Walking With Horizontal Head Turns Is Impaired in Persons With Early-Stage Multiple Sclerosis Showing Normal Locomotion

Ilaria Carpinella; Elisa Gervasoni; Denise Anastasi; Rachele Di Giovanni; Andrea Tacchino; Giampaolo Brichetto; Paolo Confalonieri; Claudio Solaro; Marco Rovaris; Maurizio Ferrarin; Davide Cattaneo

doi:10.3389/fneur.2021.821640

Walking With Horizontal Head Turns Is Impaired in Persons With Early-Stage Multiple Sclerosis Showing Normal Locomotion

Front Neurol. 2022 Jan 28:12:821640. doi: 10.3389/fneur.2021.821640. eCollection 2021.

Affiliations

¹ IRCSS Fondazione Don Carlo Gnocchi, Milan, Italy.
² Centro di Recupero e Rieducazione Funzionale (CRRF) Mons. Luigi Novarese, Moncrivello, Italy.
³ Italian Multiple Sclerosis Foundation, Scientific Research Area, Genoa, Italy.
⁴ IRCCS Foundation "Carlo Besta" Neurological Institute, Milan, Italy.
⁵ Department of Physiopathology and Transplants, University of Milan, Milan, Italy.

Abstract

Background: Turning the head while walking (an action often required during daily living) is particularly challenging to maintain balance.

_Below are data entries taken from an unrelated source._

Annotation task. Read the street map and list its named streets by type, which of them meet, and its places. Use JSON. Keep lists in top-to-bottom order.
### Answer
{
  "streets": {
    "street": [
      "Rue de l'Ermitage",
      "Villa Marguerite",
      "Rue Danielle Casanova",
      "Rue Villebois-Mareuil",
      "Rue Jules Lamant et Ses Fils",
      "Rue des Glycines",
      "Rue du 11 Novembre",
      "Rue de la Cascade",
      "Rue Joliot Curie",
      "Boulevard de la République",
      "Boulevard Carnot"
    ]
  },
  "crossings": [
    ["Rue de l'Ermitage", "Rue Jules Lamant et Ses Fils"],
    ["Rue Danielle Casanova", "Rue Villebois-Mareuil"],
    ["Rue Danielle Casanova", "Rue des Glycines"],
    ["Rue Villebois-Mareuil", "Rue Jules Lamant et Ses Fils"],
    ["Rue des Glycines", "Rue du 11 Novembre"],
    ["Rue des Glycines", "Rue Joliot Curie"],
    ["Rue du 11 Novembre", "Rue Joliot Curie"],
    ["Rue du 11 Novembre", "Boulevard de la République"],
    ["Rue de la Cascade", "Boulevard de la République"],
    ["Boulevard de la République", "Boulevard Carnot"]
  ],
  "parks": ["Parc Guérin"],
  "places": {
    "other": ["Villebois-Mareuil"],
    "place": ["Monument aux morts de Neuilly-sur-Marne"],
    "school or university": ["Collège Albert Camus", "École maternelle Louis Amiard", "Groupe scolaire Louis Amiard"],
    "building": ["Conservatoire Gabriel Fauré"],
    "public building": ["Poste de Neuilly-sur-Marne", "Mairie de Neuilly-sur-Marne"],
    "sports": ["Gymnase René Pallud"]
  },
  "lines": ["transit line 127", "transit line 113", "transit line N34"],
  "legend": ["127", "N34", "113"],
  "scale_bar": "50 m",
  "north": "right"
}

It can therefore potentially reveal subtle impairments in early-stage people with multiple sclerosis who still show normal locomotion (NW-PwMS). This would help in identifying those subjects who can benefit from early preventive exercise aimed at slowing the MS-related functional decline.

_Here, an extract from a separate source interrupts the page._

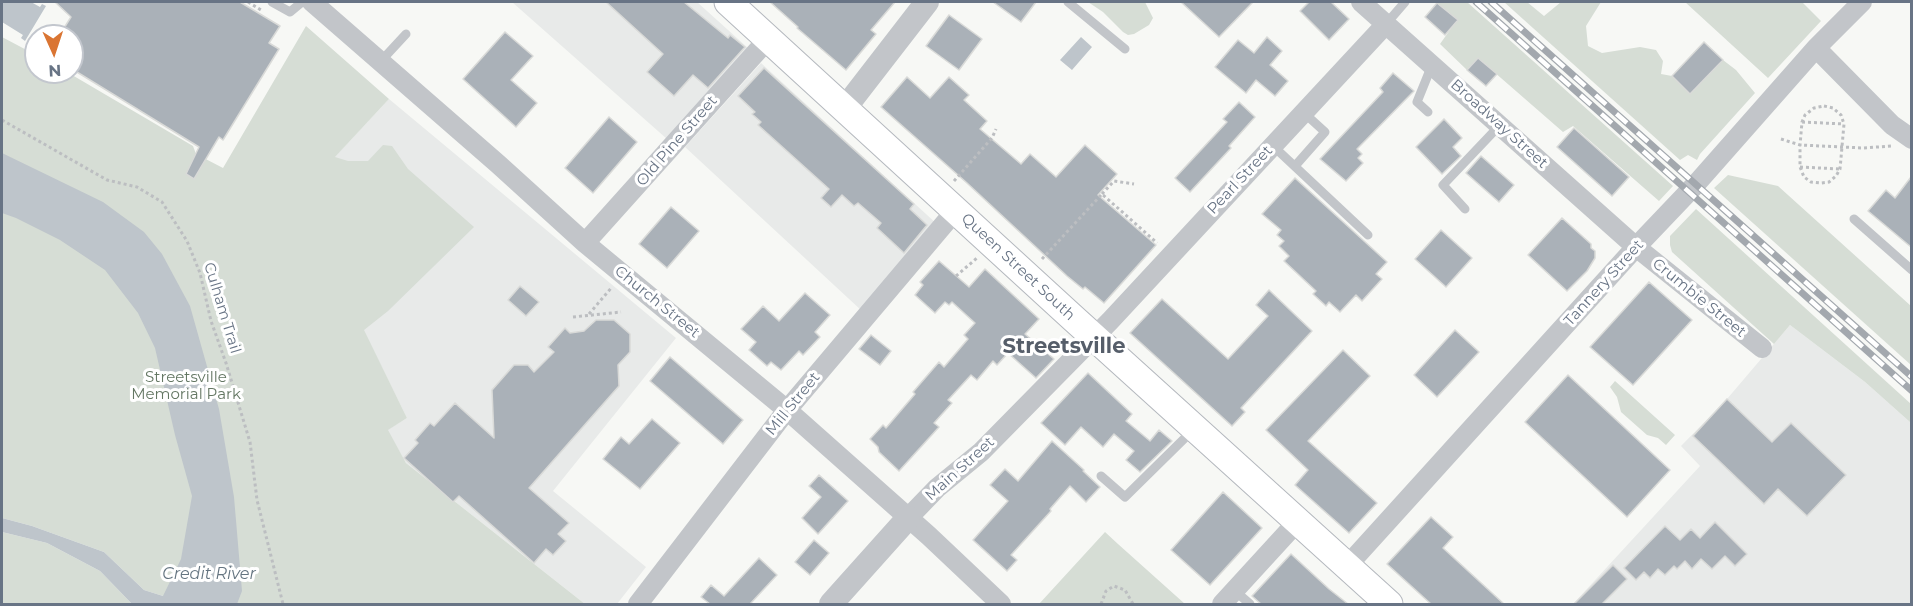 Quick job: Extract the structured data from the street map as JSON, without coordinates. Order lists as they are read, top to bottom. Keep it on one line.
{"streets":{"main road":["Queen Street South"],"street":["Broadway Street","Old Pine Street","Pearl Street","Tannery Street","Crumbie Street","Church Street","Mill Street","Main Street"],"path":["Culham Trail"]},"crossings":[["Broadway Street","Pearl Street"],["Broadway Street","Tannery Street"],["Broadway Street","Crumbie Street"],["Old Pine Street","Queen Street South"],["Old Pine Street","Church Street"],["Pearl Street","Queen Street South"],["Pearl Street","Main Street"],["Queen Street South","Tannery Street"],["Queen Street South","Mill Street"],["Queen Street South","Main Street"],["Tannery Street","Crumbie Street"],["Church Street","Mill Street"],["Church Street","Main Street"]],"districts":["Streetsville"],"water":["Credit River"],"parks":["Streetsville Memorial Park"],"north":"bottom"} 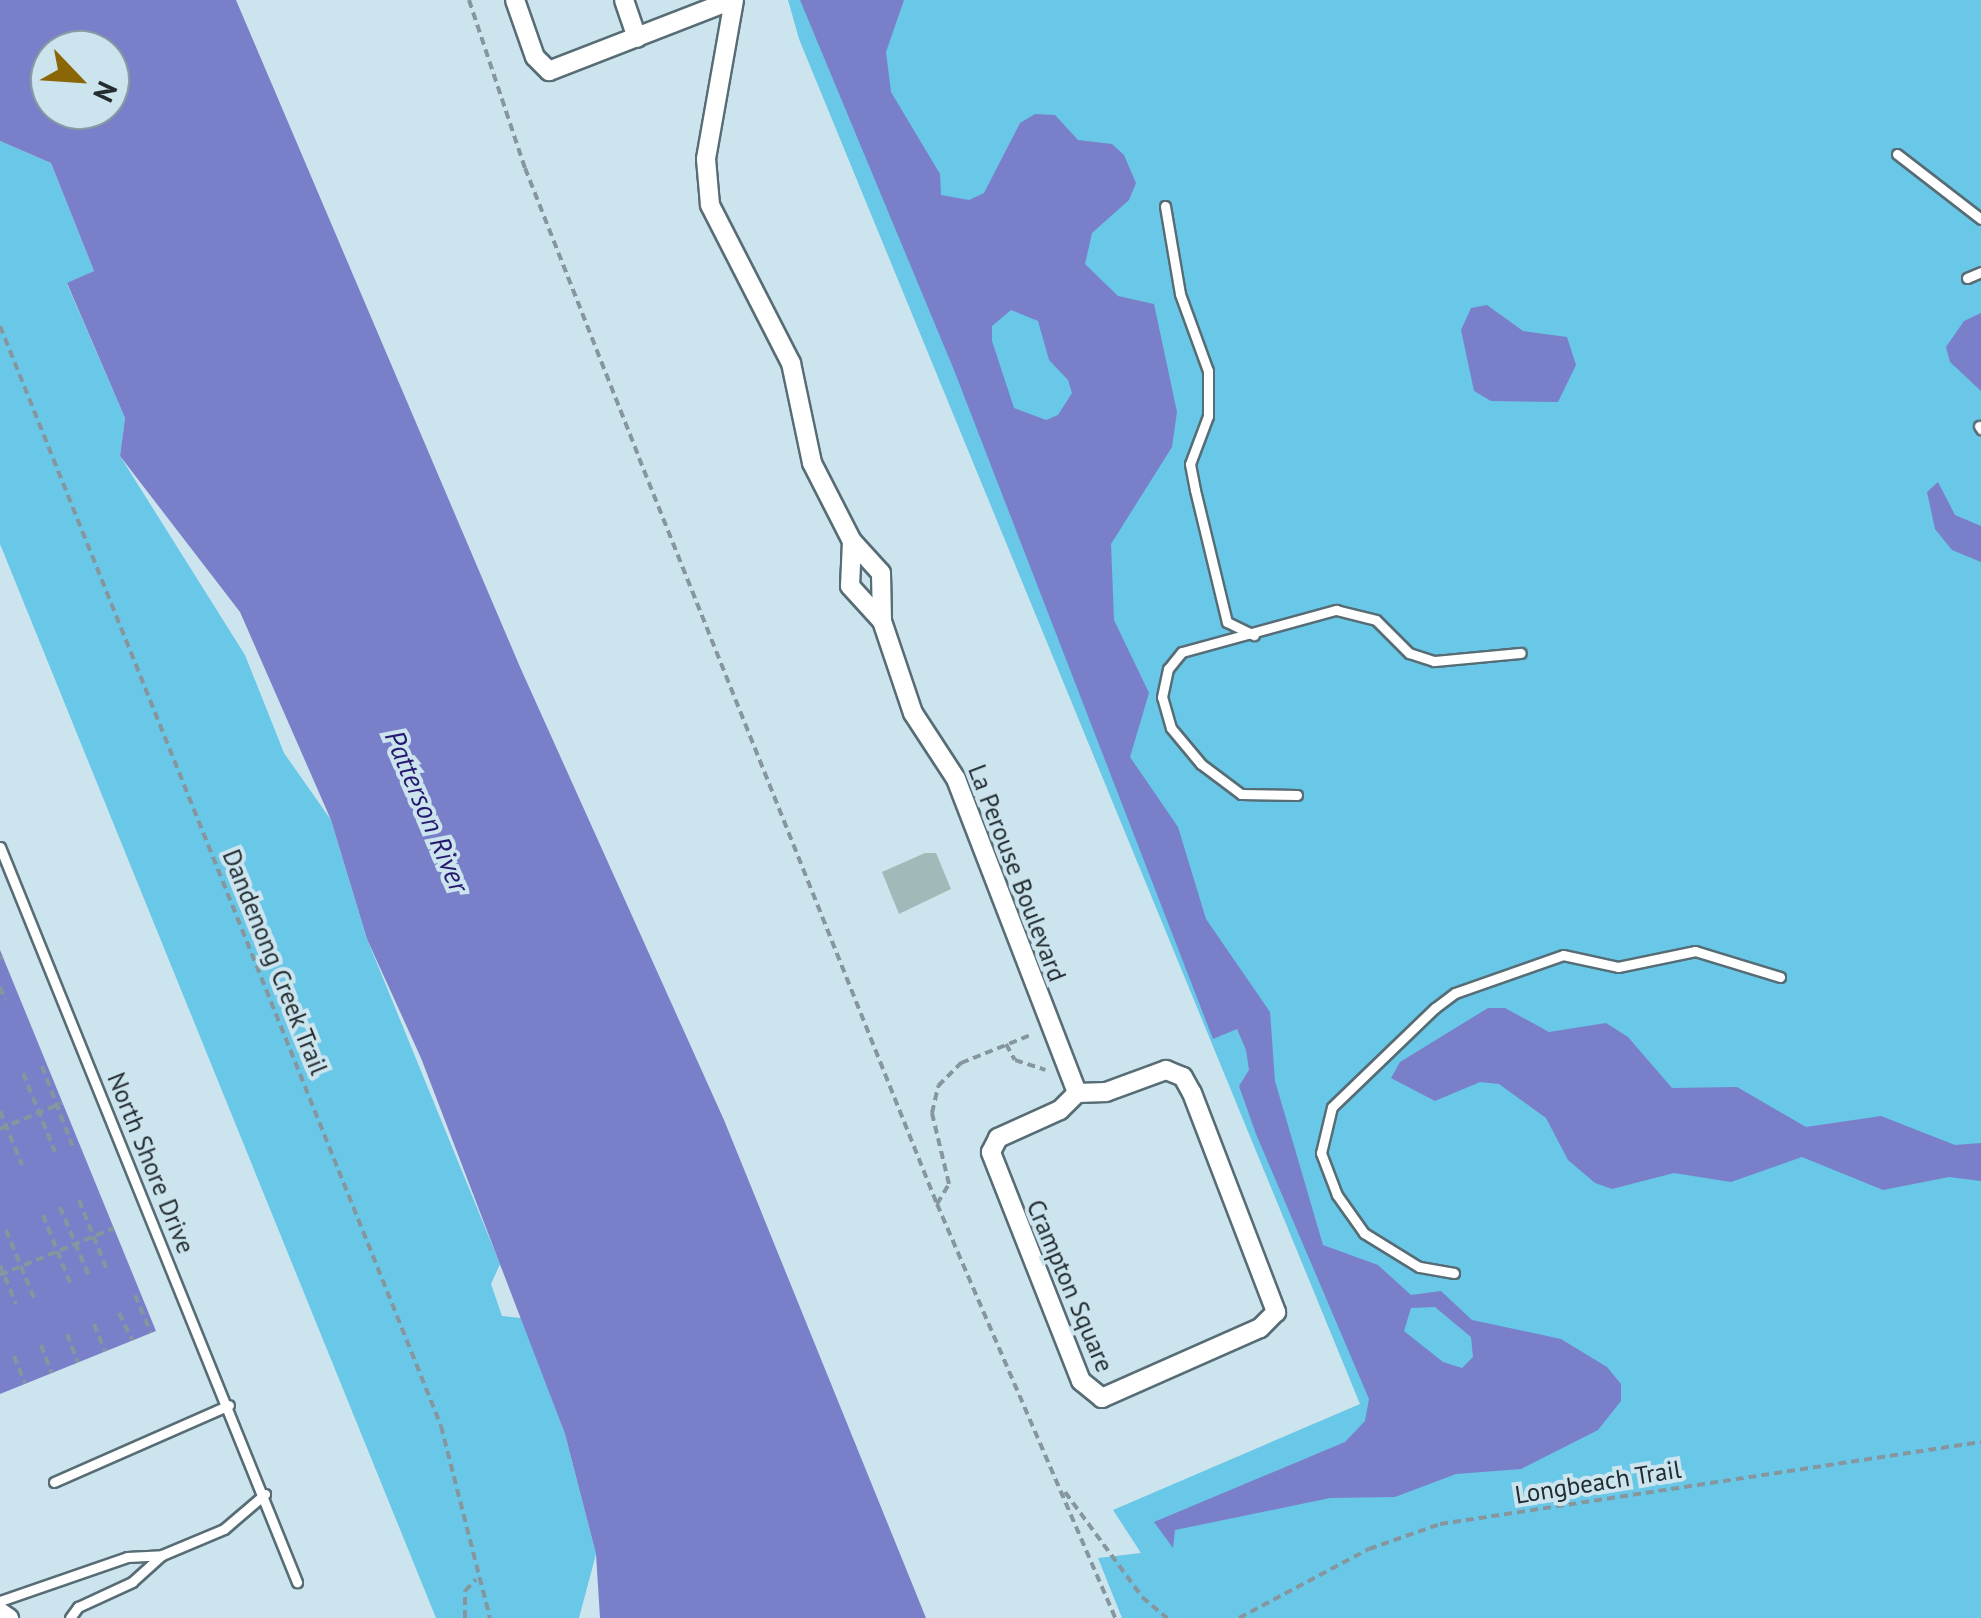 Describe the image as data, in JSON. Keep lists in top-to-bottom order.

Objectives: To analyze if the assessment of walking with horizontal head turns (WHHT) through inertial sensors can discriminate between healthy subjects (HS) and NW-PwMS and between NW-PwMS subgroups. To assess if the discriminant ability of the instrumented WHHT is higher compared to clinical scores. To assess the concurrent validity of the sensor-based metrics.

Methods: In this multicenter study, 40 HS and 59 NW-PwMS [Expanded Disability Status Scale (EDSS) ≤ 2.5, disease duration ≤ 5 years] were tested. Participants executed Item-6 of the Fullerton Advanced Balance scale-short (FAB-s) wearing three inertial sensors on the trunk and ankles. The item required to horizontally turn the head at a beat of the metronome (100 bpm) while walking. Signals of the sensors were processed to compute spatiotemporal, regularity, symmetry, dynamic stability, and trunk sway metrics descriptive of WHHT.

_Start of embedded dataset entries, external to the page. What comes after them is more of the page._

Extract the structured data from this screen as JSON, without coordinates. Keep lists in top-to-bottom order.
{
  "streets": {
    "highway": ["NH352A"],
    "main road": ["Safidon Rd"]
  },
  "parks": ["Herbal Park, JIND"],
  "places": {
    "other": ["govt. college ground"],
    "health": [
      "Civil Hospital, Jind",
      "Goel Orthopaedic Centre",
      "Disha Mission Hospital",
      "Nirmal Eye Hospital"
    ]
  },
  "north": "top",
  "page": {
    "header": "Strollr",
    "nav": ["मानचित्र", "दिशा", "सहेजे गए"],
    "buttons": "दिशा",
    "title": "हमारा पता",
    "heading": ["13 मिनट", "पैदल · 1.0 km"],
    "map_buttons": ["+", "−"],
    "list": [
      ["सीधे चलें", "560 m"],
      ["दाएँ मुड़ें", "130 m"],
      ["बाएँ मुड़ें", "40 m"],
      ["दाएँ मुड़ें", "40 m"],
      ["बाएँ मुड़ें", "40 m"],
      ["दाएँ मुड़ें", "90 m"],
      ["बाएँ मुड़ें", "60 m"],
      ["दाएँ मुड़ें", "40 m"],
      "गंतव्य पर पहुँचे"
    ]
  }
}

Results: Mediolateral regularity, anteroposterior symmetry, and mediolateral stability were reduced in NW-PwMS vs. HS (p ≤ 0.001), and showed moderate discriminant ability (area under the receiver operator characteristic curve [AUC]: 0.71-0.73). AP symmetry and ML stability were reduced (p ≤ 0.026) in EDSS: 2-2.5 vs. EDSS: 0-1.5 subgroup (AUC: 0.69-0.70). The number of NW-PwMS showing at least one abnormal instrumented metric (68%) was larger (p ≤ 0.002) than the number of participants showing abnormal FAB-s-Item6 (32%) and FAB-s clinical scores (39%). EDSS: 2-2.5 subgroup included more individuals showing abnormal instrumented metrics (86%) compared to EDSS: 0-1.5 subgroup (57%). The instrumented metrics significantly correlated with FAB-s-Item6 and FAB-s scores (|Spearman's r _s | ≥ 0.37, p < 0.001), thus demonstrating their concurrent validity.

Conclusion: The instrumented assessment of WHHT provided valid objective metrics that discriminated, with higher sensitivity than clinical scores, between HS and NW-PwMS and between EDSS subgroups. The method is a promising tool to complement clinical evaluation, and reveal subclinical impairments in persons who can benefit from early preventive rehabilitative interventions.

Keywords: dynamic balance; instrumented assessment; multiple sclerosis; rehabilitation outcome assessment; wearable inertial sensors.